▶ _Data to use_
-- Opening Marker --

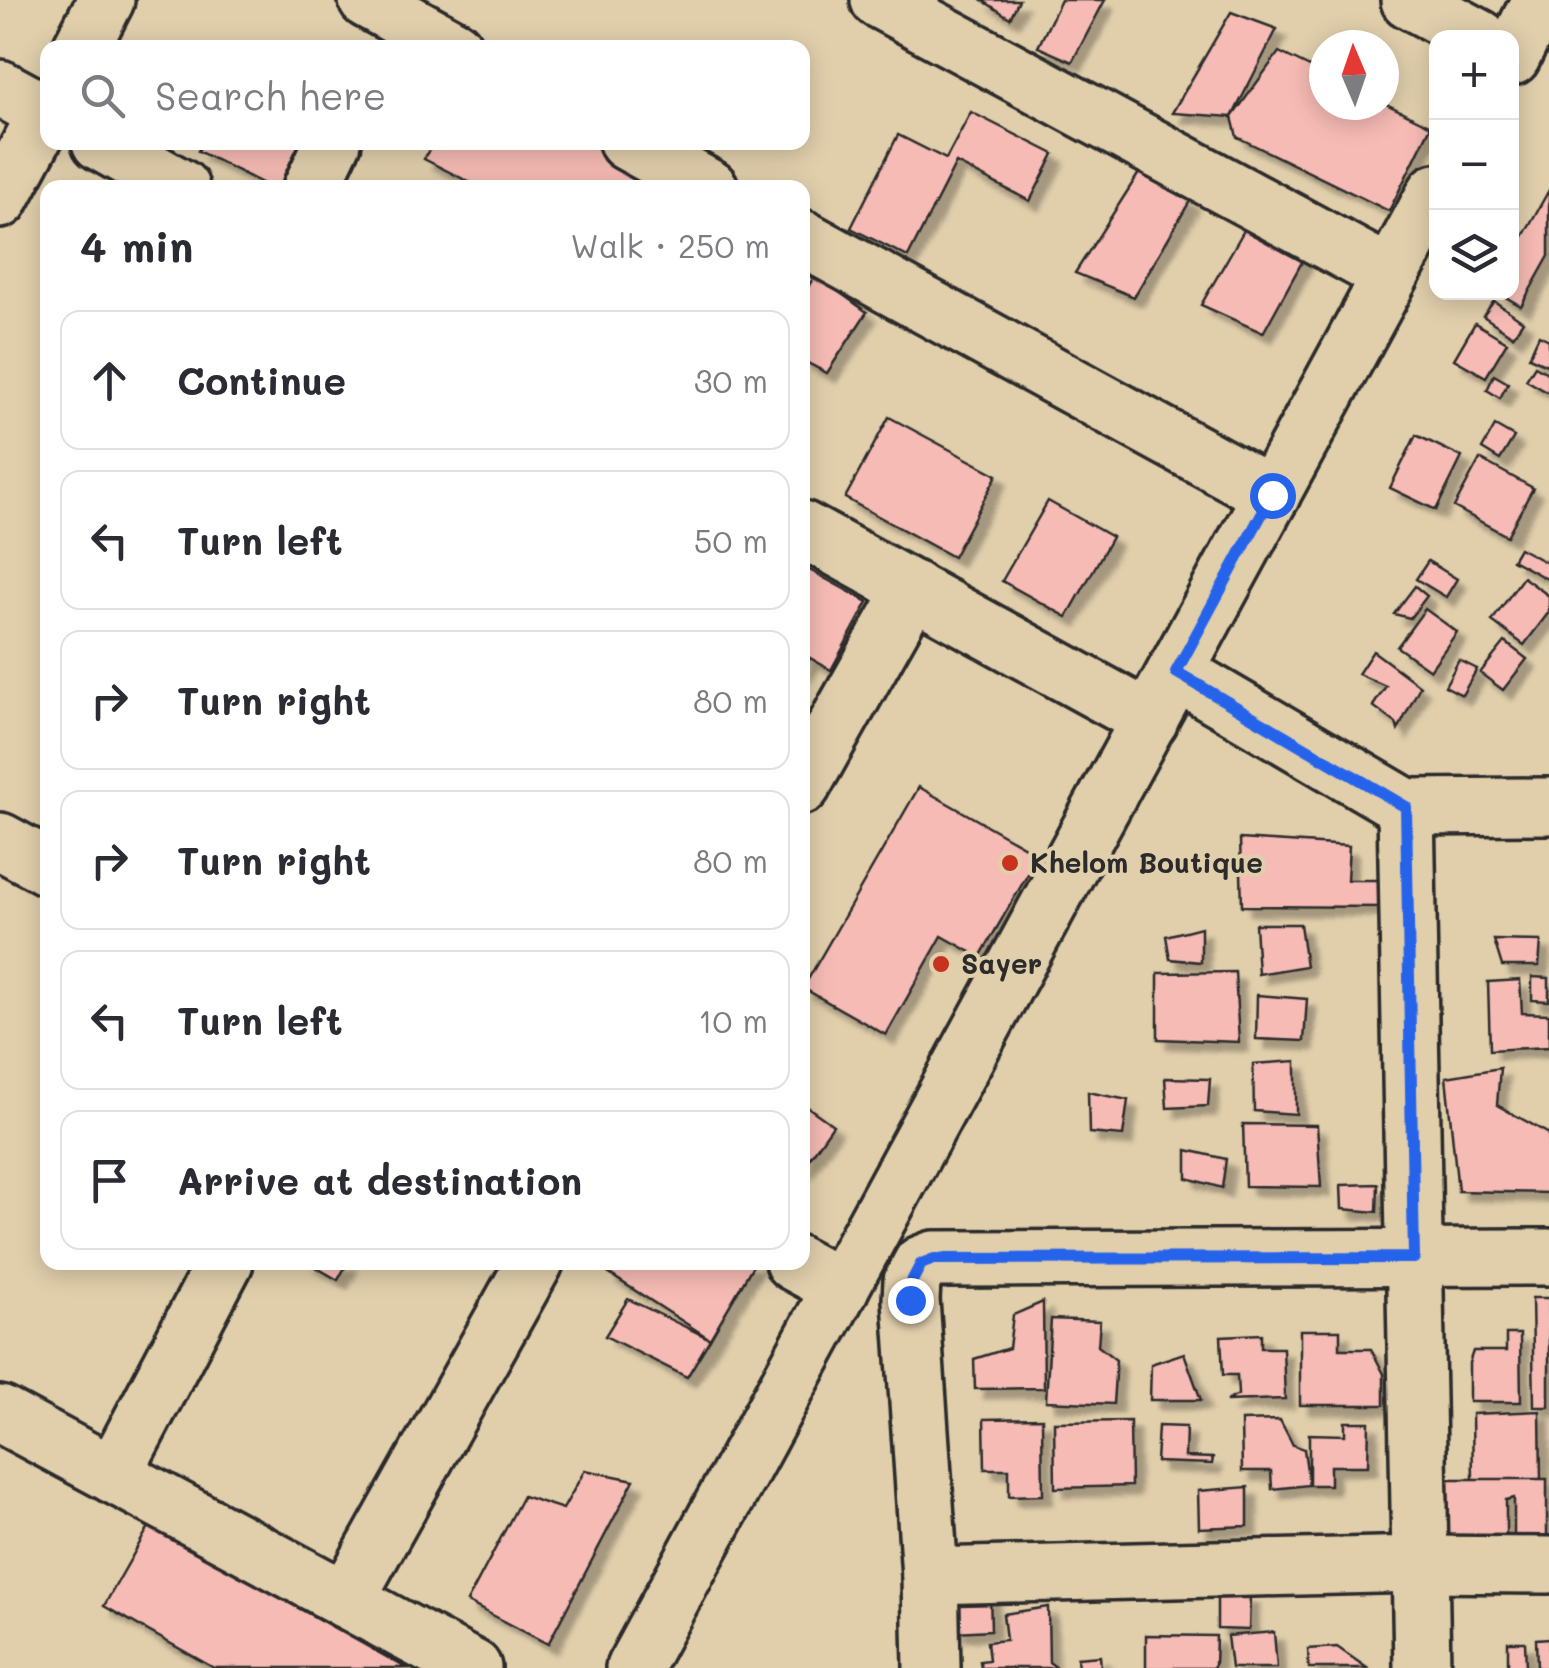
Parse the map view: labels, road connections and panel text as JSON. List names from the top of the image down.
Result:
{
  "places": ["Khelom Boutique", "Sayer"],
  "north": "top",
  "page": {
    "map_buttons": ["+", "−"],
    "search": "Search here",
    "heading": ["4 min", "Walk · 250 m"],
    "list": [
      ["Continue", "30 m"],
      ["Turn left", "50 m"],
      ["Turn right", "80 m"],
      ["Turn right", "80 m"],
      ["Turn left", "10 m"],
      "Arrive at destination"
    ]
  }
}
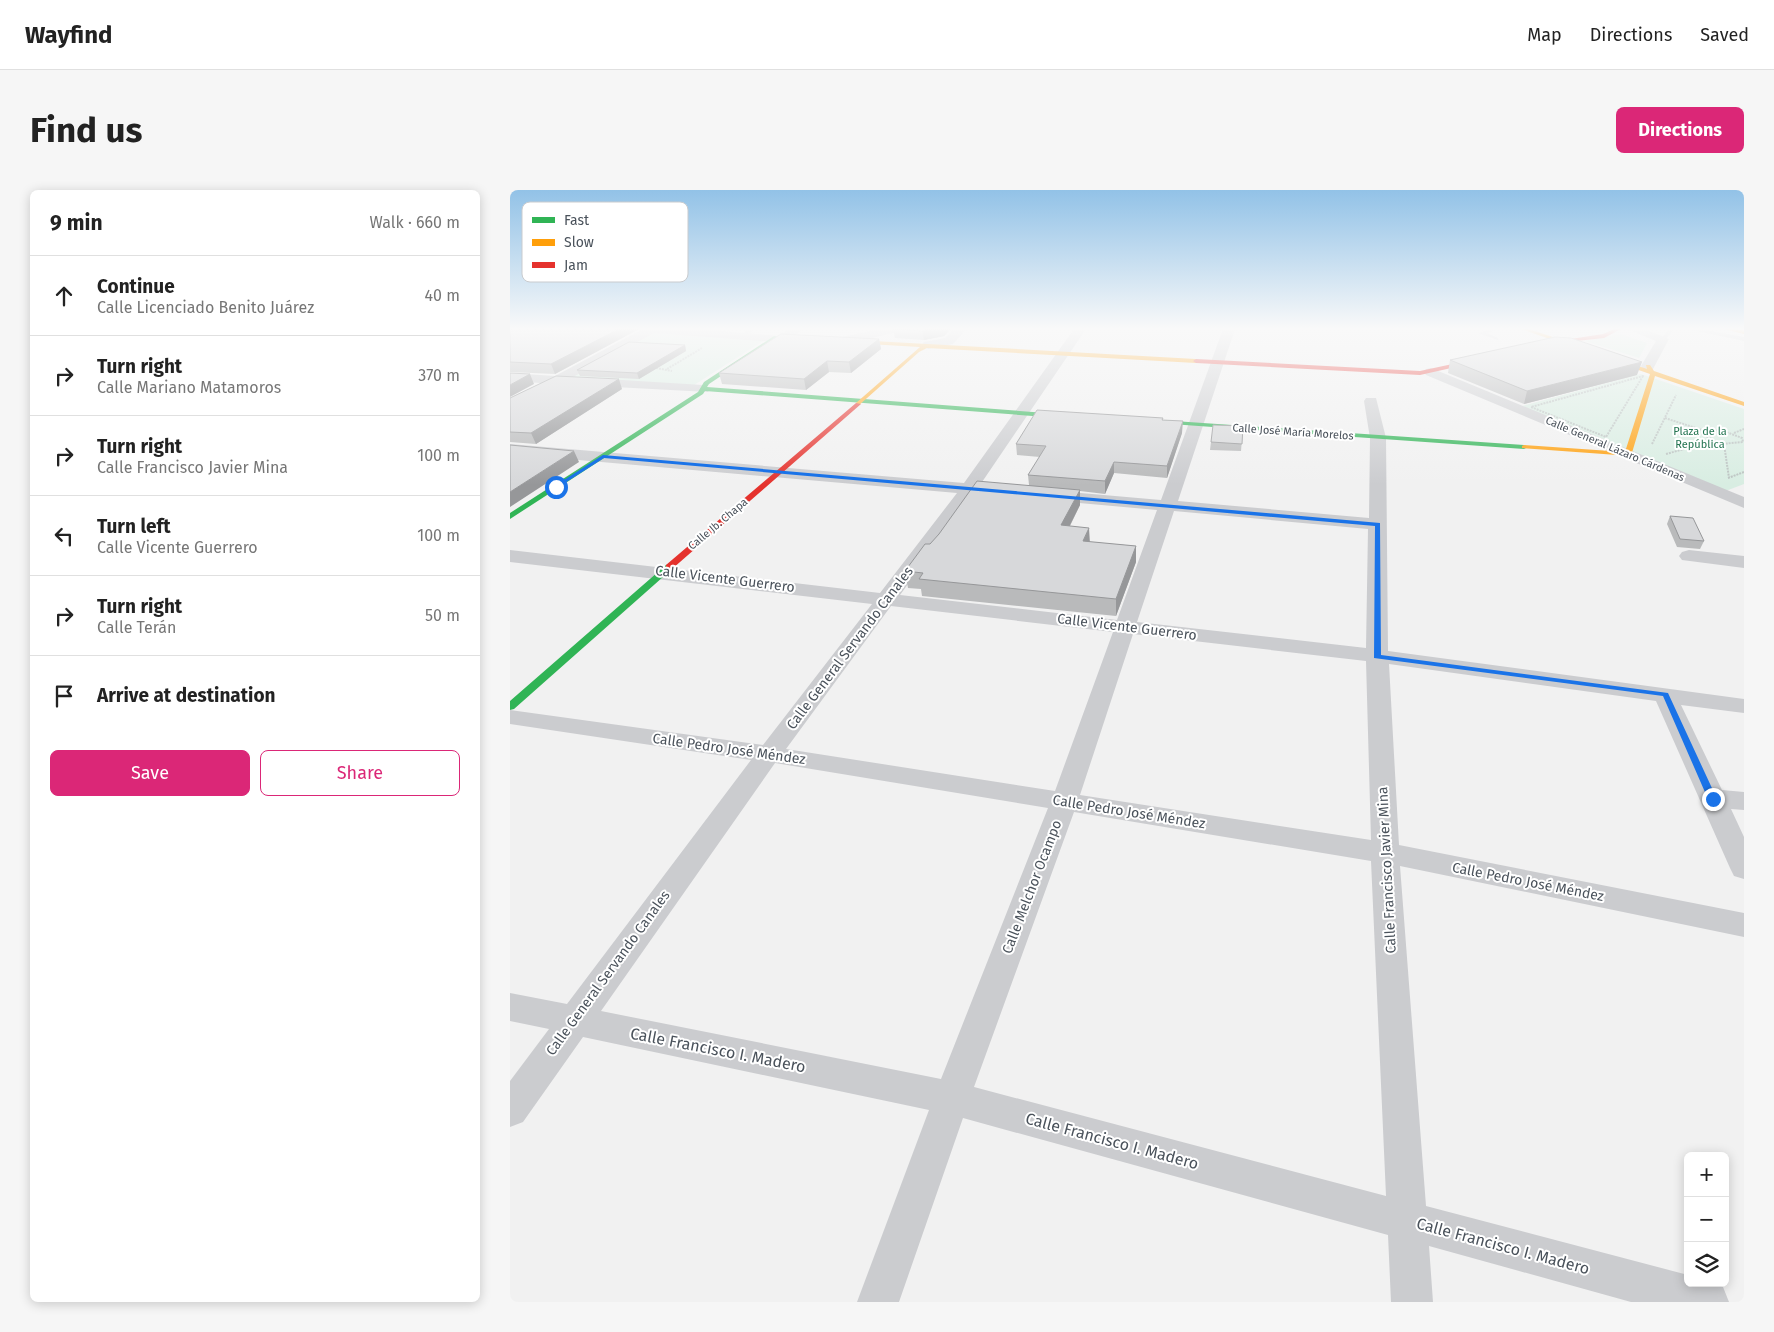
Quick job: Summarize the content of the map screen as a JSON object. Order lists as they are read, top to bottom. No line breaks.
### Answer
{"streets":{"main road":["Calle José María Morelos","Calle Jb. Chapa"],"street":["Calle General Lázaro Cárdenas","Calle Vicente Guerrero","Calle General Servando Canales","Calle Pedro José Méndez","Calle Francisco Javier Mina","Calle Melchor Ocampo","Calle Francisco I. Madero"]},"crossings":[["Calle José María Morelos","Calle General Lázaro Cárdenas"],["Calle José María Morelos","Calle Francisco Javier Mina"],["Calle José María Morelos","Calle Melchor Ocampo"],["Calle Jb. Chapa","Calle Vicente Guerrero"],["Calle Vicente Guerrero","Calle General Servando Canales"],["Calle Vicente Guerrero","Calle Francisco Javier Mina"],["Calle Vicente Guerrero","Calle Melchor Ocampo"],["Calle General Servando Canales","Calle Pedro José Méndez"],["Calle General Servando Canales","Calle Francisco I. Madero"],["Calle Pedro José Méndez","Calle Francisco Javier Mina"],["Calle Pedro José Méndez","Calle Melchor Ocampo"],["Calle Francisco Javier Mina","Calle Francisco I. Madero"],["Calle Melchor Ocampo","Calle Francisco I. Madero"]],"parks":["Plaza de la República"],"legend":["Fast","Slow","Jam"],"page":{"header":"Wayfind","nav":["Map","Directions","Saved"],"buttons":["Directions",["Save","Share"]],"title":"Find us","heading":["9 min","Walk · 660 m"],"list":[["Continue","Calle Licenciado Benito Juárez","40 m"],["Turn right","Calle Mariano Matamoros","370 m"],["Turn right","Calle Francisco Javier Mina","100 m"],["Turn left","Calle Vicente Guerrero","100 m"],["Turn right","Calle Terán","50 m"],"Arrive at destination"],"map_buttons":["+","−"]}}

-- Closing Marker --

▶ _Problem description_
Give all entries again verbatim, without any images.

▶ _Worked solution_
Parse the map view: labels, road connections and panel text as JSON. List names from the top of the image down.
Result:
{
  "places": ["Khelom Boutique", "Sayer"],
  "north": "top",
  "page": {
    "map_buttons": ["+", "−"],
    "search": "Search here",
    "heading": ["4 min", "Walk · 250 m"],
    "list": [
      ["Continue", "30 m"],
      ["Turn left", "50 m"],
      ["Turn right", "80 m"],
      ["Turn right", "80 m"],
      ["Turn left", "10 m"],
      "Arrive at destination"
    ]
  }
}
Quick job: Summarize the content of the map screen as a JSON object. Order lists as they are read, top to bottom. No line breaks.
### Answer
{"streets":{"main road":["Calle José María Morelos","Calle Jb. Chapa"],"street":["Calle General Lázaro Cárdenas","Calle Vicente Guerrero","Calle General Servando Canales","Calle Pedro José Méndez","Calle Francisco Javier Mina","Calle Melchor Ocampo","Calle Francisco I. Madero"]},"crossings":[["Calle José María Morelos","Calle General Lázaro Cárdenas"],["Calle José María Morelos","Calle Francisco Javier Mina"],["Calle José María Morelos","Calle Melchor Ocampo"],["Calle Jb. Chapa","Calle Vicente Guerrero"],["Calle Vicente Guerrero","Calle General Servando Canales"],["Calle Vicente Guerrero","Calle Francisco Javier Mina"],["Calle Vicente Guerrero","Calle Melchor Ocampo"],["Calle General Servando Canales","Calle Pedro José Méndez"],["Calle General Servando Canales","Calle Francisco I. Madero"],["Calle Pedro José Méndez","Calle Francisco Javier Mina"],["Calle Pedro José Méndez","Calle Melchor Ocampo"],["Calle Francisco Javier Mina","Calle Francisco I. Madero"],["Calle Melchor Ocampo","Calle Francisco I. Madero"]],"parks":["Plaza de la República"],"legend":["Fast","Slow","Jam"],"page":{"header":"Wayfind","nav":["Map","Directions","Saved"],"buttons":["Directions",["Save","Share"]],"title":"Find us","heading":["9 min","Walk · 660 m"],"list":[["Continue","Calle Licenciado Benito Juárez","40 m"],["Turn right","Calle Mariano Matamoros","370 m"],["Turn right","Calle Francisco Javier Mina","100 m"],["Turn left","Calle Vicente Guerrero","100 m"],["Turn right","Calle Terán","50 m"],"Arrive at destination"],"map_buttons":["+","−"]}}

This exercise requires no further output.